In the first point, the city says: "The evidence in this case fails to show any condition other than that usually to be found in the ordinary rock and oil surfaced street. This being so, it follows that no liability exists on the part of the city for injuries arising therefrom." It is further said: "An examination of Defendant's Exhibits 'E' and 'F' and [82 Cal. App. 2d 936] Plaintiff's Exhibit No. 21 illustrates more forcefully than words the nature, extent and location of the condition." These exhibits are photographs of the curb and surrounding area on the east side of Merced Street, where plaintiff fell. They were taken by one Harry Gravatte, an investigator for the Board of Public Works. Gravatte testified that he made several trips to the location but did not take pictures, "because of the fact that the shadows that crossed the curb were such that a good picture could not be obtained showing the location in the street where Mrs.
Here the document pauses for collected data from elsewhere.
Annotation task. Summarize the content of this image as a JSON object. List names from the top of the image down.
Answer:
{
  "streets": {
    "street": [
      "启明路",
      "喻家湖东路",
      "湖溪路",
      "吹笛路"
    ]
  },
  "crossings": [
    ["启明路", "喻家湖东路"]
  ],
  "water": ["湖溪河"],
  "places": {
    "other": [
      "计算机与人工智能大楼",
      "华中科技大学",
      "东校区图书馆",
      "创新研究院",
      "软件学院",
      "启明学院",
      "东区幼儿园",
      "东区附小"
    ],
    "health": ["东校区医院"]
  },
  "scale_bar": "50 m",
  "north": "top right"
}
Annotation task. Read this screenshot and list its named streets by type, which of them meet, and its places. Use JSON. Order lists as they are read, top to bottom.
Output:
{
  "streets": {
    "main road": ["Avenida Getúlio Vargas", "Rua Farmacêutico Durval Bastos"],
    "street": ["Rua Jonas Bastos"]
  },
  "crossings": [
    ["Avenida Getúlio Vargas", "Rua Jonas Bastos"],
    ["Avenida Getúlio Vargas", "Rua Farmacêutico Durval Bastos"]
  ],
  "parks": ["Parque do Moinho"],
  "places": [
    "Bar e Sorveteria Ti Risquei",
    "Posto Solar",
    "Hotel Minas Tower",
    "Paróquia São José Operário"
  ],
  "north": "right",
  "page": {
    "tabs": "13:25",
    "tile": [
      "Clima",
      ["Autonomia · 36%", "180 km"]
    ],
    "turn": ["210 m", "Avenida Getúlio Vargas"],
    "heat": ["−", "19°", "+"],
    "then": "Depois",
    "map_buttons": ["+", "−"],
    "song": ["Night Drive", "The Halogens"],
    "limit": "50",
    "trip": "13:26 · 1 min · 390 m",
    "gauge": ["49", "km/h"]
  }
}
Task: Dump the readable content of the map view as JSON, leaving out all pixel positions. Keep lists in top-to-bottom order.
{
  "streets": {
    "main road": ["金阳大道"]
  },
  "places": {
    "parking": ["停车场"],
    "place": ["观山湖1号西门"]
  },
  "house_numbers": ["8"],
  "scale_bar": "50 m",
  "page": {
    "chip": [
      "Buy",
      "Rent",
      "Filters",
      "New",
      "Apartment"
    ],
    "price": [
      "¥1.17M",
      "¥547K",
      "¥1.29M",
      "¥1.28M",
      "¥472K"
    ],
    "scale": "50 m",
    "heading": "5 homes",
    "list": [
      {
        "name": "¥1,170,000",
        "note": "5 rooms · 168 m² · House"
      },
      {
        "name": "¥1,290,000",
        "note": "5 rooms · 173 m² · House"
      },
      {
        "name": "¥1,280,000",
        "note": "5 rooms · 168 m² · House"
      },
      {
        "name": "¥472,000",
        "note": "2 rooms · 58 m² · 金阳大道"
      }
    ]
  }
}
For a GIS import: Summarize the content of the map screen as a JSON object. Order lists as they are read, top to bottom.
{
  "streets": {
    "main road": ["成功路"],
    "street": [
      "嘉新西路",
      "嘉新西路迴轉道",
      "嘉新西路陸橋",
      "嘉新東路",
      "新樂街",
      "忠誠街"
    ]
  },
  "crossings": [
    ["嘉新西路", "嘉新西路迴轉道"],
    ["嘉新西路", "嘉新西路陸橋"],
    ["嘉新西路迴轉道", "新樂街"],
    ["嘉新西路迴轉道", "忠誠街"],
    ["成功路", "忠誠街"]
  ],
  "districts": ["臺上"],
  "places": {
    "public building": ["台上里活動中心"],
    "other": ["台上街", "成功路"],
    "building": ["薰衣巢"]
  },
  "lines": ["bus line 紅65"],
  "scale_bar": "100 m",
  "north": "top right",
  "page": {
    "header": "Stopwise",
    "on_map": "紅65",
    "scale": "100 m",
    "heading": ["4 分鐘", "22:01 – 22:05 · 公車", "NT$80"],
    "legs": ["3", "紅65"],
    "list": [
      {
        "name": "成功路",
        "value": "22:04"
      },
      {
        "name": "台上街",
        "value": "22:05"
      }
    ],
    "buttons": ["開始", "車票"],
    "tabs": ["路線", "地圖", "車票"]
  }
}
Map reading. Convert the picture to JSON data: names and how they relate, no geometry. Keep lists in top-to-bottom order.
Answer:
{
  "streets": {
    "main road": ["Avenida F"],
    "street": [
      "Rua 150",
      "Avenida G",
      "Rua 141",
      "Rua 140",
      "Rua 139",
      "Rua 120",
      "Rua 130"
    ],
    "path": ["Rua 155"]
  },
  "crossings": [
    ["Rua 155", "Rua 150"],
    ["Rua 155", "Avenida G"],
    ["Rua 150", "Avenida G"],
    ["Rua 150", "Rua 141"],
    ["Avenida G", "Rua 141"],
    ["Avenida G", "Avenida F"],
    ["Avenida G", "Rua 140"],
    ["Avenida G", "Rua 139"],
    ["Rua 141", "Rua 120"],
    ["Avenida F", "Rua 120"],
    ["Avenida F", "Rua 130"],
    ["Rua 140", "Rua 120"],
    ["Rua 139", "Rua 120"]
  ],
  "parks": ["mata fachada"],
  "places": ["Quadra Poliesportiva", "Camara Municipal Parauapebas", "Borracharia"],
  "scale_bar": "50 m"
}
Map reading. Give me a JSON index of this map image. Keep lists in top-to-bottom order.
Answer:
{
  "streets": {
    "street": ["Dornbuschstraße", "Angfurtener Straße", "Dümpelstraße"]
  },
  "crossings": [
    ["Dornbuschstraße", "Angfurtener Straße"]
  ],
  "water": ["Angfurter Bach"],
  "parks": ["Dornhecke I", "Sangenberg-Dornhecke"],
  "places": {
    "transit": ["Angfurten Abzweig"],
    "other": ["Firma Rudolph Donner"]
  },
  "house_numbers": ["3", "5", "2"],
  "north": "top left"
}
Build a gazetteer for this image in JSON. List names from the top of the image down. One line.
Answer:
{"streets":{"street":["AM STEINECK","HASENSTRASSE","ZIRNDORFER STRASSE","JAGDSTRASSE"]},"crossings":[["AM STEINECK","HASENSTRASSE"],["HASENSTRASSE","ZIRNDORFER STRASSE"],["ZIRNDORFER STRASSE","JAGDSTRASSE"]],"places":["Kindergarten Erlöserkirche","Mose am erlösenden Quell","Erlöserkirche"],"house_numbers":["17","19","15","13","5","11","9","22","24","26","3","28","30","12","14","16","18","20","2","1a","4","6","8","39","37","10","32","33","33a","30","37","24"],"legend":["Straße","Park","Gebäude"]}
Owen had fallen." His pictures were taken about a month after the accident. They were taken in bright sunlight and at a time when the curb cast a heavy black shadow, a foot or more in width, which completely covered the area in the gutter where the alleged defect in the pavement existed. So well are the depressions and inequalities hidden in shadow, that it requires close examination to detect the true condition, and even then it is not too clear. This much, however, does appear: erosion had occurred along the east curb line extending southerly from the ramp of a driveway, with a width measured from the curb of about 12 inches. The surface, except for the crushed rock, had washed away and much coarse rock was exposed over an area of several feet from the curb. While most of the fragments were small, adjacent to the curb numerous larger sizes appear on the photographs, either loose or lightly embedded, some of them about the size of a small hen's egg. An extreme condition of erosion appears around them. Also evident are some lumps or clusters of rocks which approximate the size of a man's fist. The entire surface of the area adjacent to the curb and for several feet south of the driveway is depressed and distinctly uneven. The hole where plaintiff testified she fell, as described by the witnesses, was in this area, some 28 or 30 inches south of the ramp and close to the curb. Several witnesses testified that it was from 2 to 3 1/3 inches deep, about 4 to 6 inches wide, and from 9 to 11 inches in length.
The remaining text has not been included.